• Given data:
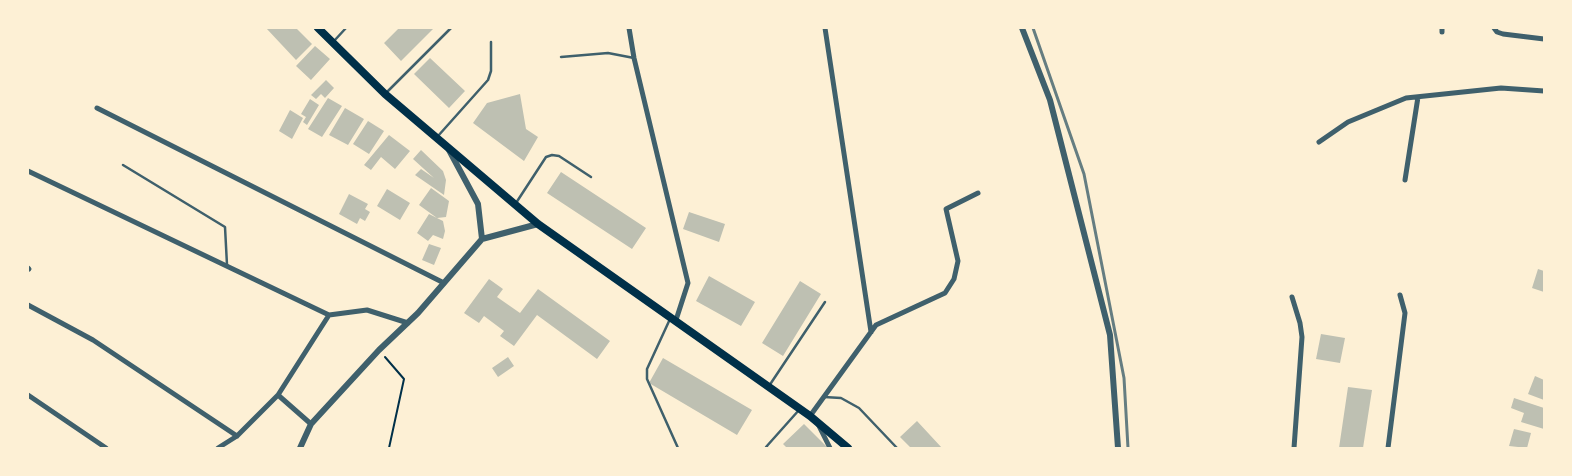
<!DOCTYPE html>
<style>
body{margin:0}
#map{position:relative;width:1572px;height:476px;overflow:hidden;background:#fdf0d5;font-family:"Fira Sans Condensed",sans-serif}
canvas{display:block}
.frame{position:absolute;inset:0;border:29px solid #fdf0d5;pointer-events:none}
</style>
<div id="map">
<canvas width="1572" height="476"></canvas>
<div class="frame"></div>
</div>
<script>
const g = document.querySelector('canvas').getContext('2d');
g.lineJoin = 'round';
function paint(path, color) { g.fillStyle = color; g.fill(path, 'evenodd'); }
const shape = rows => new Path2D(rows.map(r => 'M' + r).join(''));
function stroke(path, color, width, dash) { g.strokeStyle = color; g.lineWidth = width; g.lineCap = dash ? 'butt' : 'round'; g.setLineDash(dash || []); g.stroke(path); }
paint(shape([
 [266,28,296,28,312,44,296,60],
 [399,28,434,28,401,61,384,43],
 [315,46,330,59,311,80,296,66],
 [430,58,465,91,449,108,414,74],
 [326,80,334,88,325,98,321,94,316,99,311,95],
 [520,94,526,129,538,137,524,161,473,123,487,103],
 [328,98,342,106,322,137,308,129],
 [310,99,319,105,307,125,303,122,306,117,301,114],
 [345,108,364,119,348,145,329,135],
 [290,110,303,118,292,139,279,131],
 [368,121,384,131,369,154,353,144],
 [389,135,410,151,395,169,381,157,371,170,364,165],
 [421,150,443,171,446,180,444,195,415,175,421,169,434,178,413,159],
 [561,172,646,228,632,249,547,193],
 [431,188,449,201,446,217,437,218,419,205],
 [387,189,410,203,400,220,377,206],
 [349,194,368,204,365,209,370,212,365,221,360,218,357,224,339,214],
 [689,212,725,224,719,242,683,229],
 [429,214,443,221,445,231,443,239,433,235,428,241,417,233],
 [429,244,441,248,434,265,422,260],
 [1538,269,1544,271,1544,292,1532,288],
 [709,276,755,302,741,326,696,301],
 [489,279,503,289,497,297,520,313,538,289,610,341,597,359,537,315,514,346,500,336,504,331,484,316,479,323,464,313],
 [800,281,821,294,783,356,762,343],
 [1321,334,1345,338,1340,363,1316,359],
 [508,357,514,366,498,377,492,368],
 [663,358,752,410,737,435,649,383],
 [1535,376,1544,380,1544,400,1528,394],
 [1348,387,1372,390,1363,448,1339,448],
 [1514,398,1544,408,1544,429,1521,422,1524,413,1511,408],
 [917,421,942,448,911,448,900,437],
 [804,424,828,448,787,448,783,444],
 [1514,429,1531,433,1527,448,1509,446]
]), '#bec0b2');
stroke(shape([
 [385,357,404,379,389,448]
]), '#003049', 2);
stroke(shape([
 [334,41,346,28],
 [561,57,608,53,634,58],
 [386,93,451,28],
 [438,136,488,80,491,71,491,42],
 [123,165,225,227,227,265],
 [516,203,546,157,552,155,559,156,591,177],
 [670,319,647,369,647,379,678,448],
 [769,386,825,302],
 [824,397,841,398,859,408,897,448],
 [768,448,766,447,799,410]
]), '#3f606c', 2.5);
stroke(shape([
 [629,28,634,58,688,283,676,320],
 [825,28,871,332],
 [1494,28,1497,32,1503,34,1544,39],
 [1442,32,1442,28],
 [97,108,444,283],
 [1319,142,1348,122,1406,98,1501,88,1544,91],
 [28,171,329,315,367,310,408,323],
 [1405,180,1418,97],
 [28,268,29,269],
 [1292,297,1300,323,1302,337,1294,448],
 [28,305,93,340,237,436],
 [28,395,106,448],
 [278,395,329,315],
 [810,416,876,325,945,293,954,279,958,261,946,209,978,193],
 [817,422,830,448],
 [218,448,237,436,278,395,311,424],
 [1388,448,1405,313,1400,295]
]), '#3f606c', 5);
stroke(shape([
 [1022,28,1050,100,1110,335,1118,448],
 [449,150,478,204,482,239],
 [300,448,311,424,379,350,418,313,482,239,538,224]
]), '#3f606c', 6);
stroke(shape([
 [318,28,385,94,538,224,810,416,848,448]
]), '#003049', 8);
stroke(shape([
 [1033,28,1084,174,1124,378,1128,448]
]), '#657d81', 3);
</script>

• Exercise:
Your answer must be an exact copy of the lines from the start of the entries through the line with "const shape = rows", with no pictures.

• Result of the task:
<!DOCTYPE html>
<style>
body{margin:0}
#map{position:relative;width:1572px;height:476px;overflow:hidden;background:#fdf0d5;font-family:"Fira Sans Condensed",sans-serif}
canvas{display:block}
.frame{position:absolute;inset:0;border:29px solid #fdf0d5;pointer-events:none}
</style>
<div id="map">
<canvas width="1572" height="476"></canvas>
<div class="frame"></div>
</div>
<script>
const g = document.querySelector('canvas').getContext('2d');
g.lineJoin = 'round';
function paint(path, color) { g.fillStyle = color; g.fill(path, 'evenodd'); }
const shape = rows => new Path2D(rows.map(r => 'M' + r).join(''));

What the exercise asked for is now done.